## Problem
Below are the records. Reproduce the line that contains "Map reading. Describe" and every line after it to the end, exactly and alone.

## Supplied data
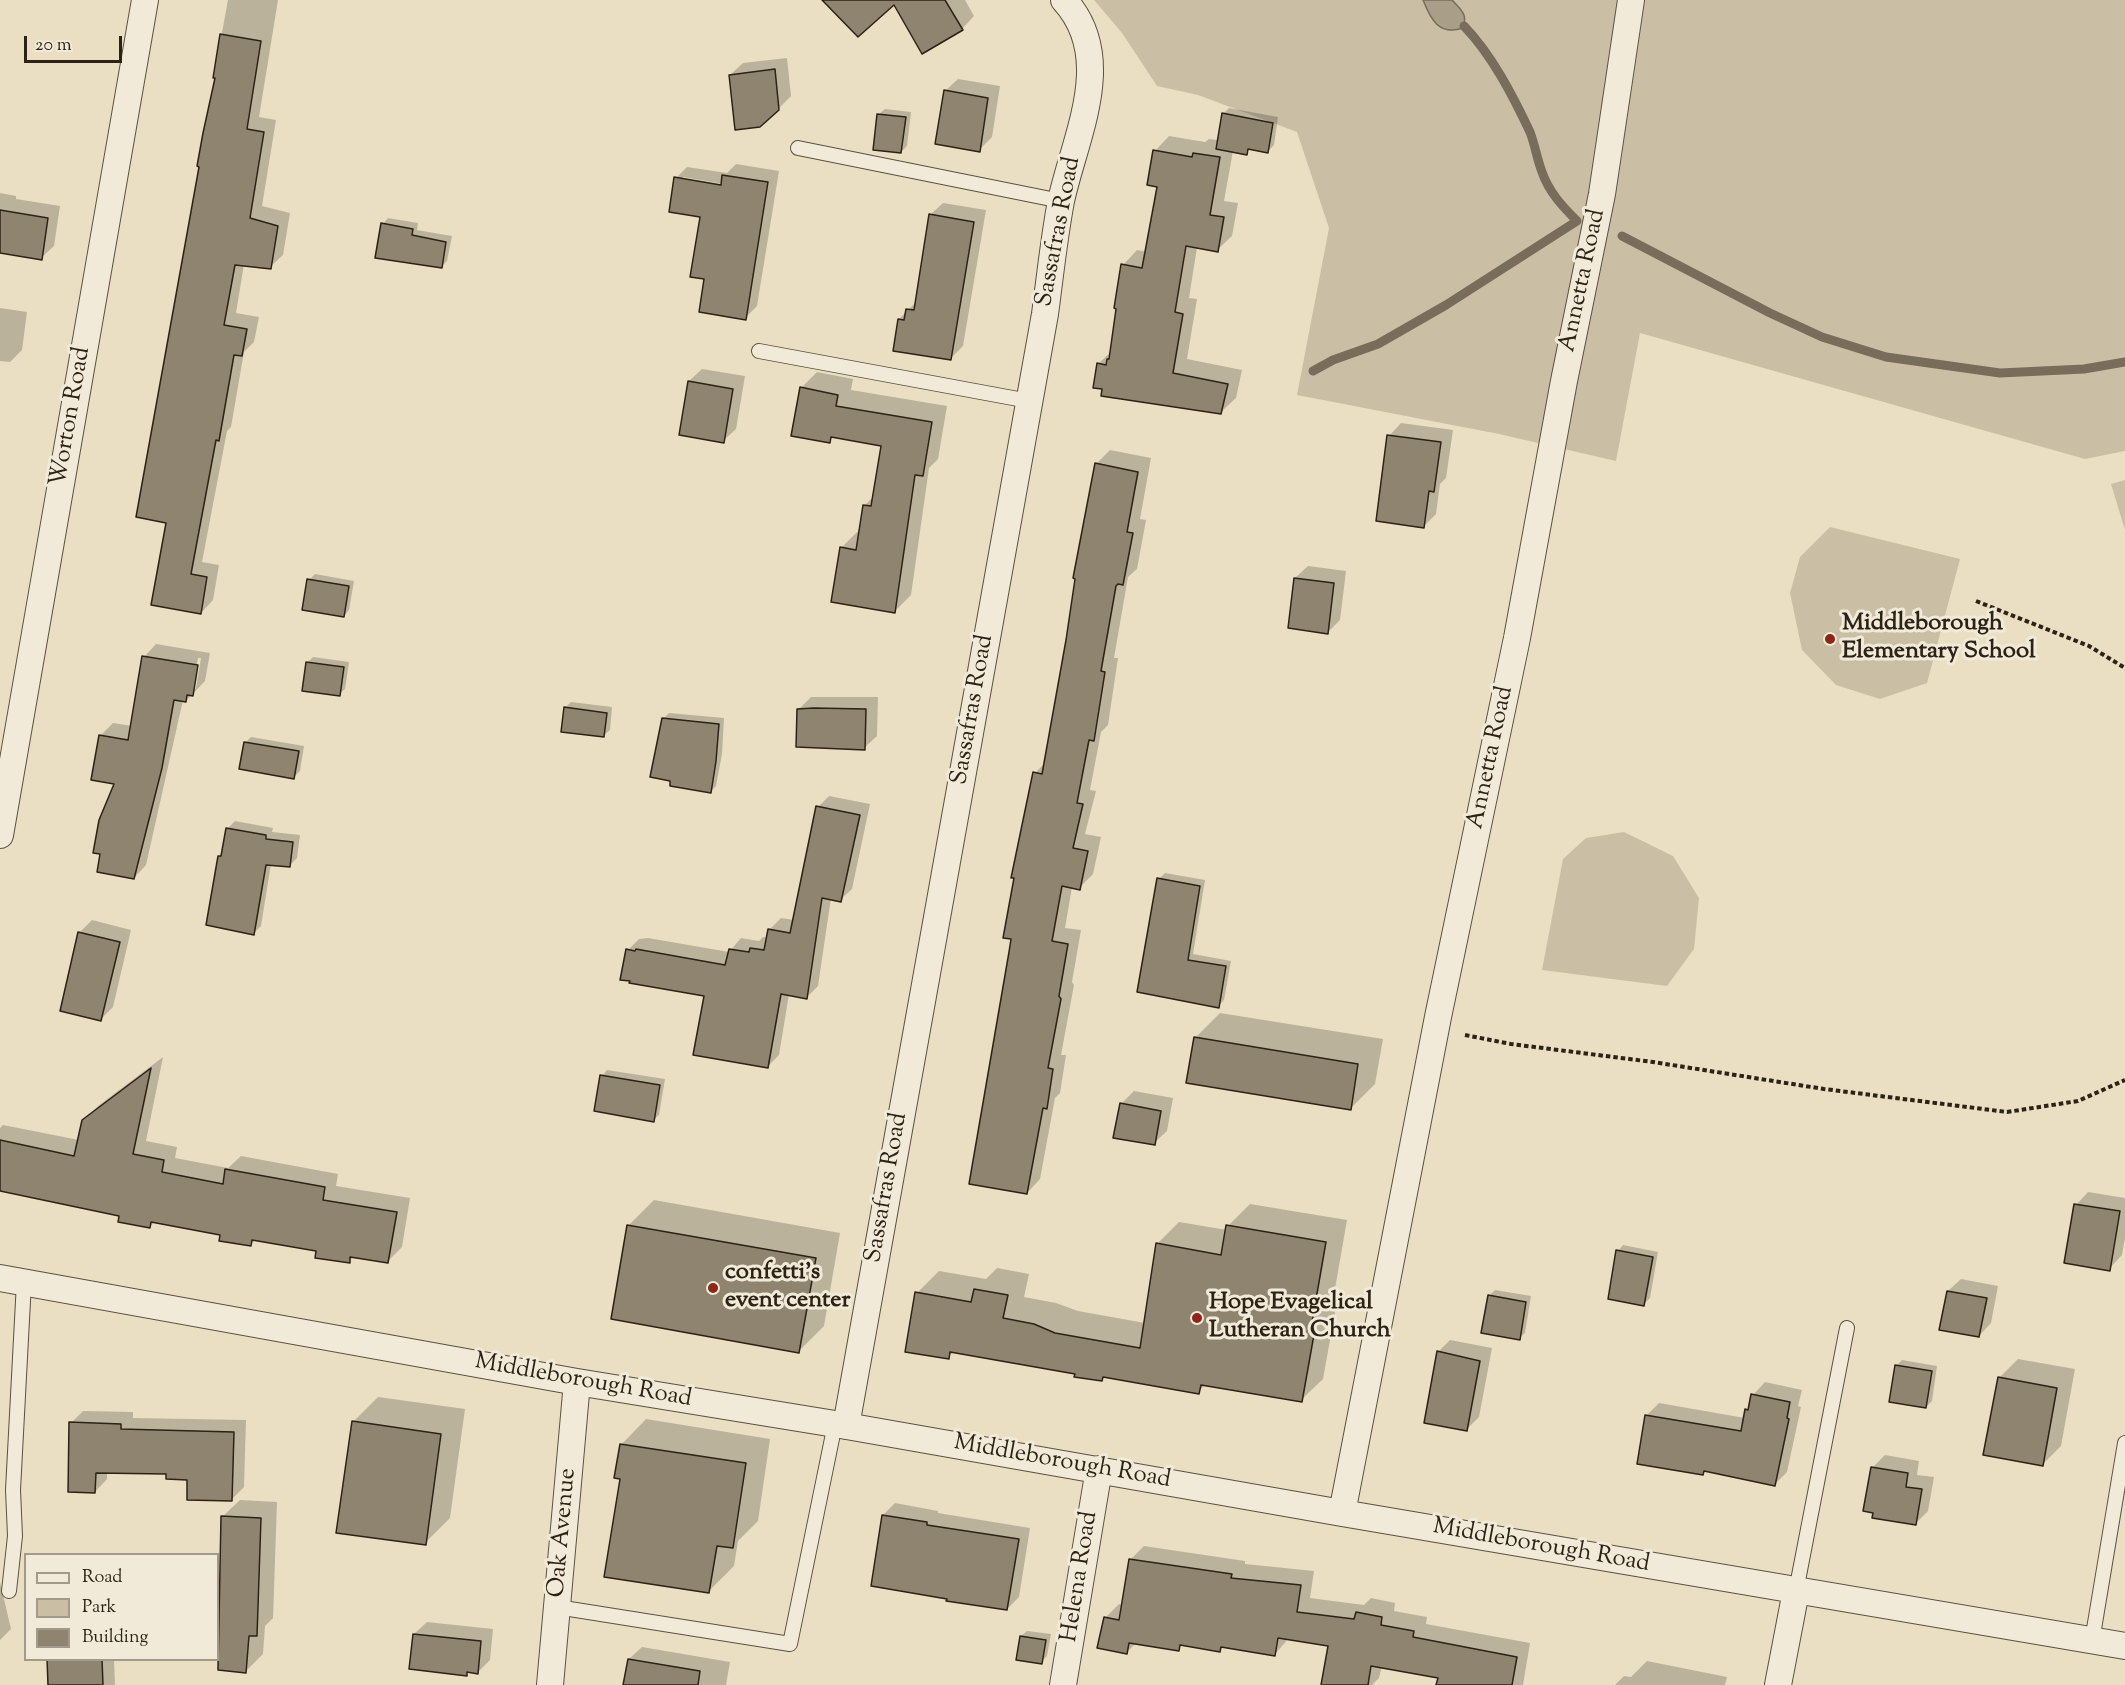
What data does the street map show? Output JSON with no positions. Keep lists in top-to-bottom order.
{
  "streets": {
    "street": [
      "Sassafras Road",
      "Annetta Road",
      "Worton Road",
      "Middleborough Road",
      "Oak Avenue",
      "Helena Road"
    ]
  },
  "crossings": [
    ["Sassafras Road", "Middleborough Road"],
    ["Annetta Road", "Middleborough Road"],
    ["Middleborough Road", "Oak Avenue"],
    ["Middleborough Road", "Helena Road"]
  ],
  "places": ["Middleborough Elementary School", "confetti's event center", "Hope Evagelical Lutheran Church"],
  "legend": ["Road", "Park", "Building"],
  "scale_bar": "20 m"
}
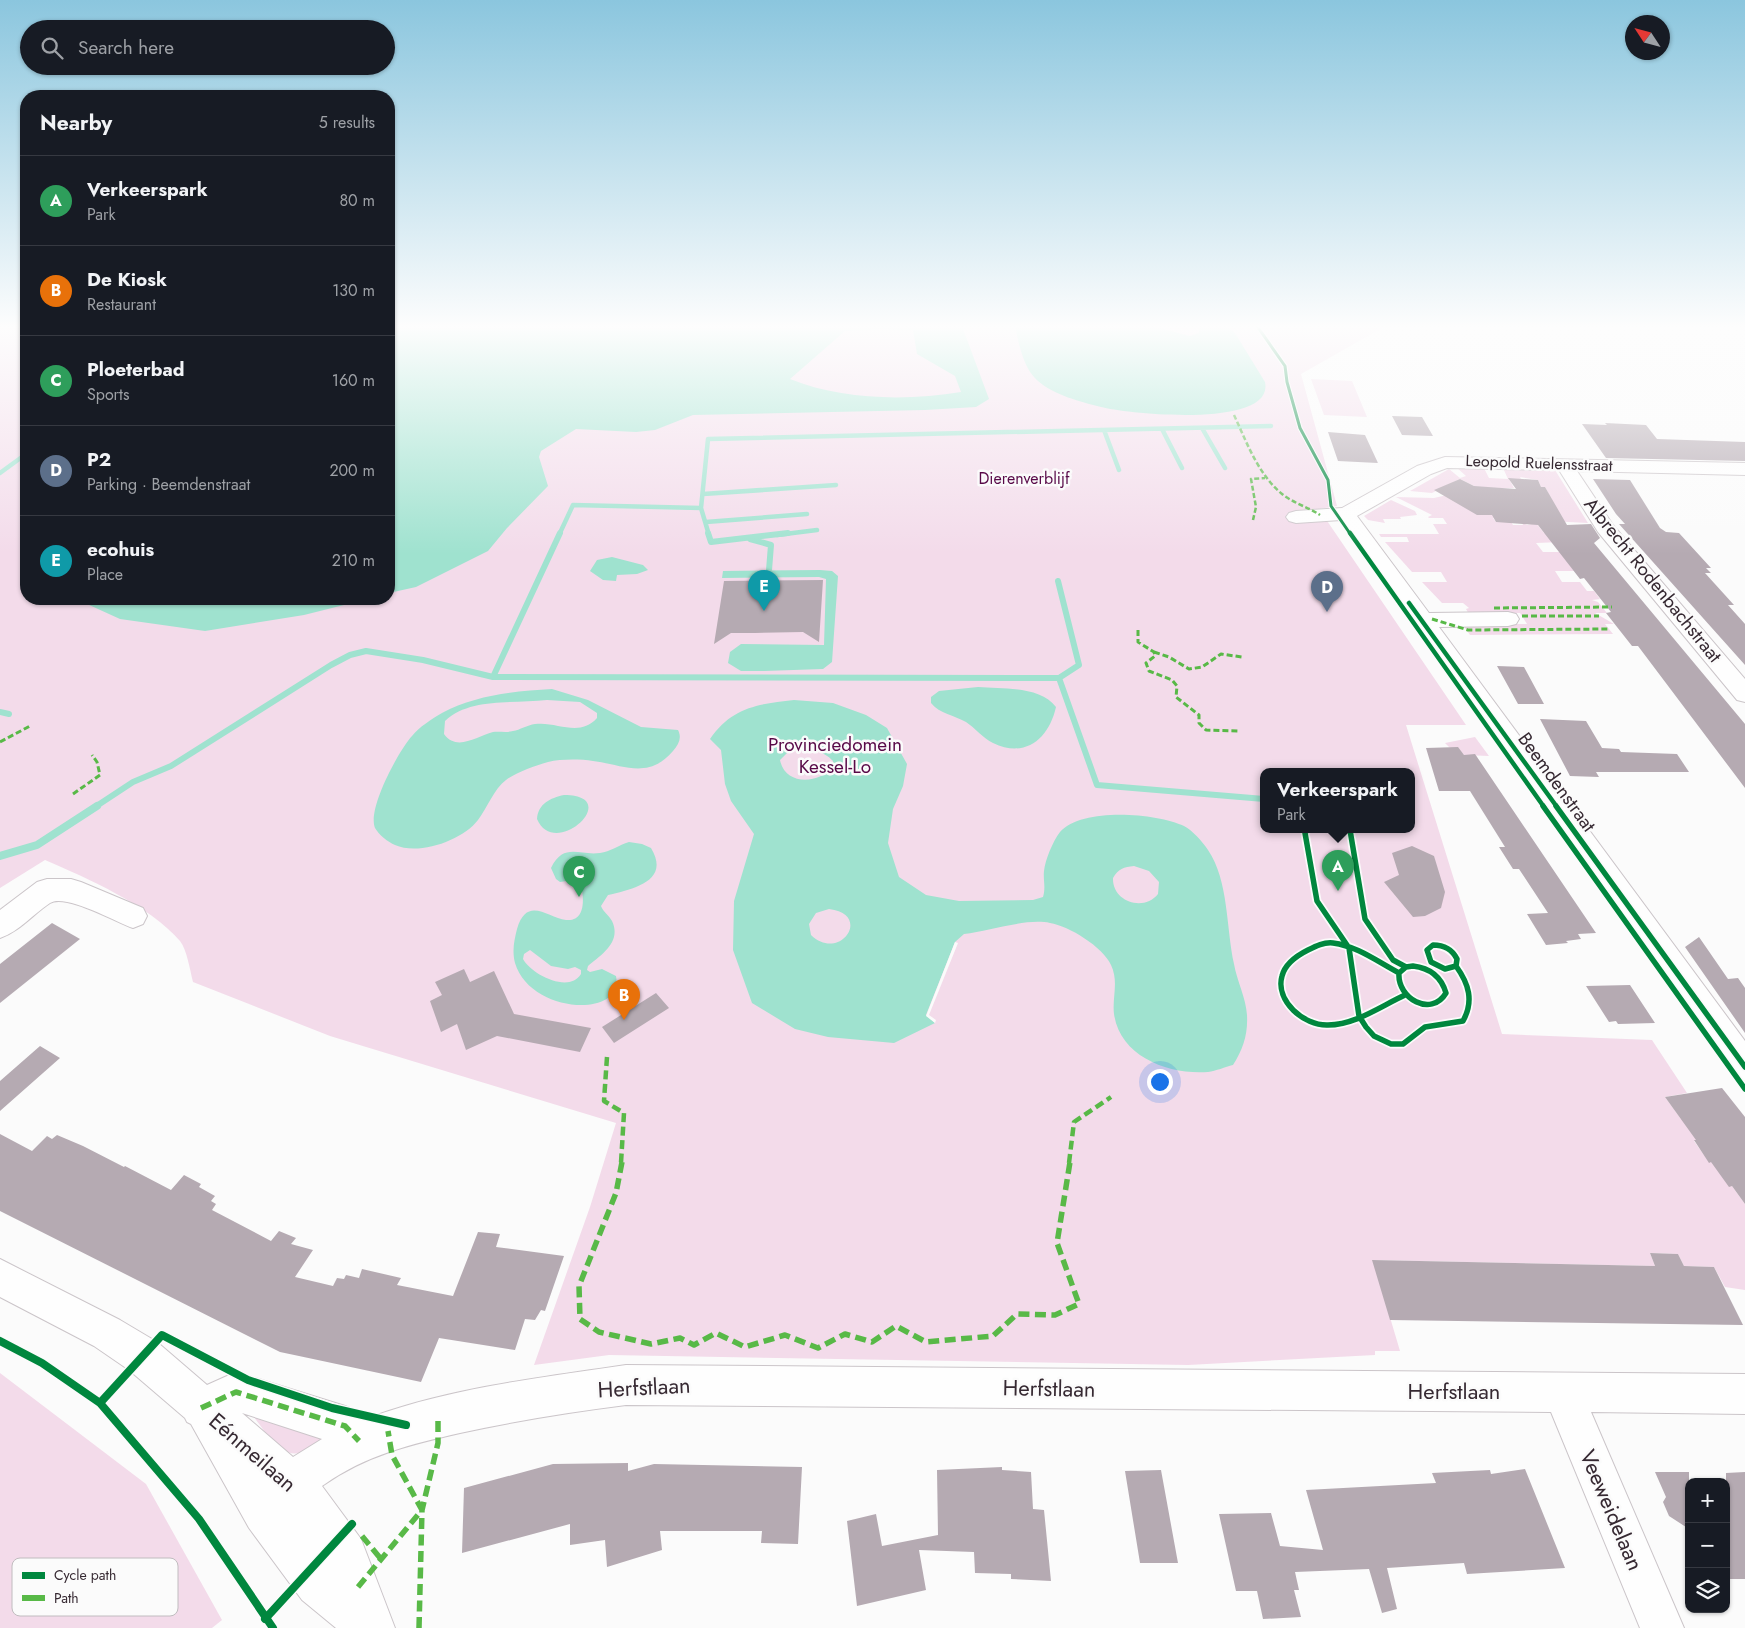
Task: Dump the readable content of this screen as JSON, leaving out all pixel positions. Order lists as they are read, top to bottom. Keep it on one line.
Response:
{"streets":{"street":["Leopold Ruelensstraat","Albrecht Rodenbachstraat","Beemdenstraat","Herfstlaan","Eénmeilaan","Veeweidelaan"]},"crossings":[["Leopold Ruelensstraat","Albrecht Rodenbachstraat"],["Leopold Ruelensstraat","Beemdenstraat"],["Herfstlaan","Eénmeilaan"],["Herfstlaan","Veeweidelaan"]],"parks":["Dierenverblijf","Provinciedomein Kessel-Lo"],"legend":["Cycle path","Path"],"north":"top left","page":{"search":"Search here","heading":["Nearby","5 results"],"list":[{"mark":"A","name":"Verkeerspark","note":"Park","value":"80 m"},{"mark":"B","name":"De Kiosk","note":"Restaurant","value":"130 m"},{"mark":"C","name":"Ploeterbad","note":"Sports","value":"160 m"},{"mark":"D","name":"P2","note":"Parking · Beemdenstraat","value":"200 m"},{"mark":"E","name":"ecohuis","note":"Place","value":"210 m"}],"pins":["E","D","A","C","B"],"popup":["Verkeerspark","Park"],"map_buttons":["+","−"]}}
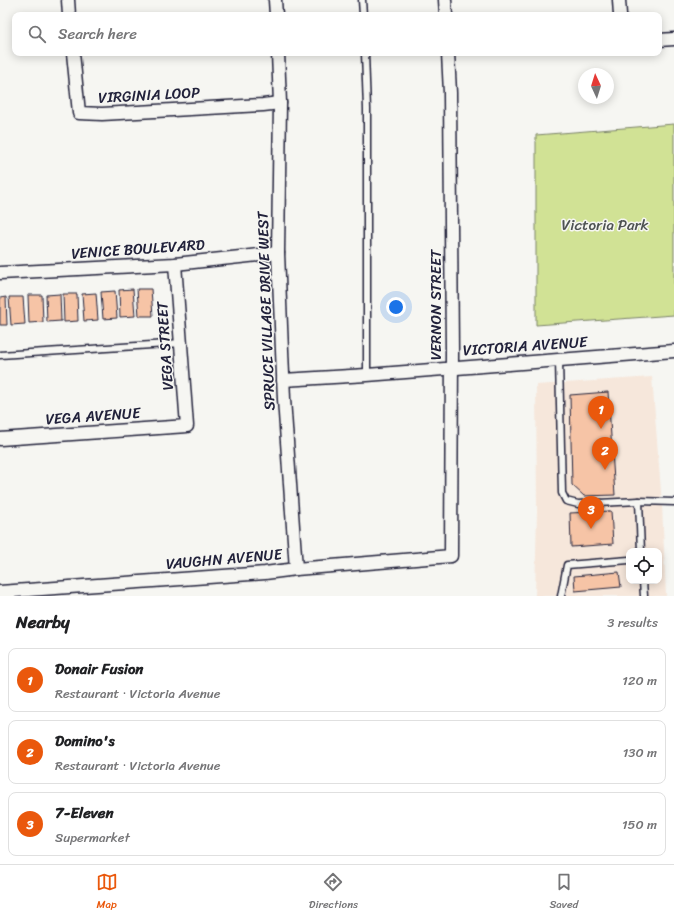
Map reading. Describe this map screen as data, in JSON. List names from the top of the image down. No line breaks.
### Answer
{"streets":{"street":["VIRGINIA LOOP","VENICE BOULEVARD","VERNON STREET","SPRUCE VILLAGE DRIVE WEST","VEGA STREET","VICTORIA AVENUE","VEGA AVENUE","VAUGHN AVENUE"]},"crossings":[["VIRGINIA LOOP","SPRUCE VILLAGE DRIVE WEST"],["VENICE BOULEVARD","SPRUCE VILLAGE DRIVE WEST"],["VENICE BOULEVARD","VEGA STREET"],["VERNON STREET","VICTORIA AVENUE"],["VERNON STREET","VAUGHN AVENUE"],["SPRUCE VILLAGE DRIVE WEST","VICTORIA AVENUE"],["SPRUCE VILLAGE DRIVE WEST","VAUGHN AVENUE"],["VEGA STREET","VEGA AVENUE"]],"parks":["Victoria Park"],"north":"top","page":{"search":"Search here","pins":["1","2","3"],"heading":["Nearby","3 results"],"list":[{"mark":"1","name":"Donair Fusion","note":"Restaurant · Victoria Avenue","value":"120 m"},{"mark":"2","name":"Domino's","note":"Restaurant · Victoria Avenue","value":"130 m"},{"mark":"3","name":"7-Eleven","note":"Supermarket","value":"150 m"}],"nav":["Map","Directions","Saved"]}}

## Result below
Map reading. Describe this map screen as data, in JSON. List names from the top of the image down. No line breaks.
### Answer
{"streets":{"street":["VIRGINIA LOOP","VENICE BOULEVARD","VERNON STREET","SPRUCE VILLAGE DRIVE WEST","VEGA STREET","VICTORIA AVENUE","VEGA AVENUE","VAUGHN AVENUE"]},"crossings":[["VIRGINIA LOOP","SPRUCE VILLAGE DRIVE WEST"],["VENICE BOULEVARD","SPRUCE VILLAGE DRIVE WEST"],["VENICE BOULEVARD","VEGA STREET"],["VERNON STREET","VICTORIA AVENUE"],["VERNON STREET","VAUGHN AVENUE"],["SPRUCE VILLAGE DRIVE WEST","VICTORIA AVENUE"],["SPRUCE VILLAGE DRIVE WEST","VAUGHN AVENUE"],["VEGA STREET","VEGA AVENUE"]],"parks":["Victoria Park"],"north":"top","page":{"search":"Search here","pins":["1","2","3"],"heading":["Nearby","3 results"],"list":[{"mark":"1","name":"Donair Fusion","note":"Restaurant · Victoria Avenue","value":"120 m"},{"mark":"2","name":"Domino's","note":"Restaurant · Victoria Avenue","value":"130 m"},{"mark":"3","name":"7-Eleven","note":"Supermarket","value":"150 m"}],"nav":["Map","Directions","Saved"]}}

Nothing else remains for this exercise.